Most federal employees stationed in the U.S. are generally able to earn a maximum of 30 days that can be carried over into the new leave year, which begins Jan. 12. Employees who earn leave in excess of these amounts must use it by the end of the leave year or it doesn't carry over and is forfeited — hence the term "use it or lose it."
However, employees can request that unused leave be restored under three specific circumstances, according to Archuleta's memo. One of the circumstances is what's known as "exigency of the public business," which generally means there was an urgent need for the employee to remain at work, such as an unexpected project deadline, that forced them to forego their planned use of "use it or lose it" leave.
Employees can also request to have leave restored in the event of sickness or administrative error. Employees who have forfeited leave restored generally have about two years to expend it.
Leave that has been restored once cannot be restored again if it expires a second time. "There is nothing in existing law or regulation that allows restored annual leave to be restored a second time," the memo stated. "The government shutdown and sequestration do not extend the time limit for the use of restored annual leave."
Employees who are concerned they won't be able to use all of their "use it or lose it" leave by the end of the leave year are encouraged to donate it to the Voluntary Leave Transfer program or the Voluntary Leave Bank, both of which help out colleagues and their families experiencing medical emergencies.
In her memo, Archuleta said OPM has received "numerous questions" from agencies about how the 2013 government shutdown and sequestration budget cuts, which resulted in furloughs for thousands of employees, will affect the restoration of annual leave.
"Although the government shutdown and sequestration do not change the normal annual leave restoration procedures, OPM is using this opportunity to remind agencies of the standard procedures for the scheduling, use and restoration of annual leave," the memo stated.
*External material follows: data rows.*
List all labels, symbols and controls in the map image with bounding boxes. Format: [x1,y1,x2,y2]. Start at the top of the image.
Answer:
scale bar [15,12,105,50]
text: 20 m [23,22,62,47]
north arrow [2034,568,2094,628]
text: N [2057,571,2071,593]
During the 16-day shutdown last month, as many as 800,000 federal employees were initially sent home without pay as a result of the budget impasse. Because Congress authorized retroactive pay for furloughed workers, employees' sick leave and annual leave were also retroactively accrued and, ultimately, unaffected by the shutdown. All furlough days were treated as excused absences and did not cut into employees' paid leave balances, such as sick leave or annual leave.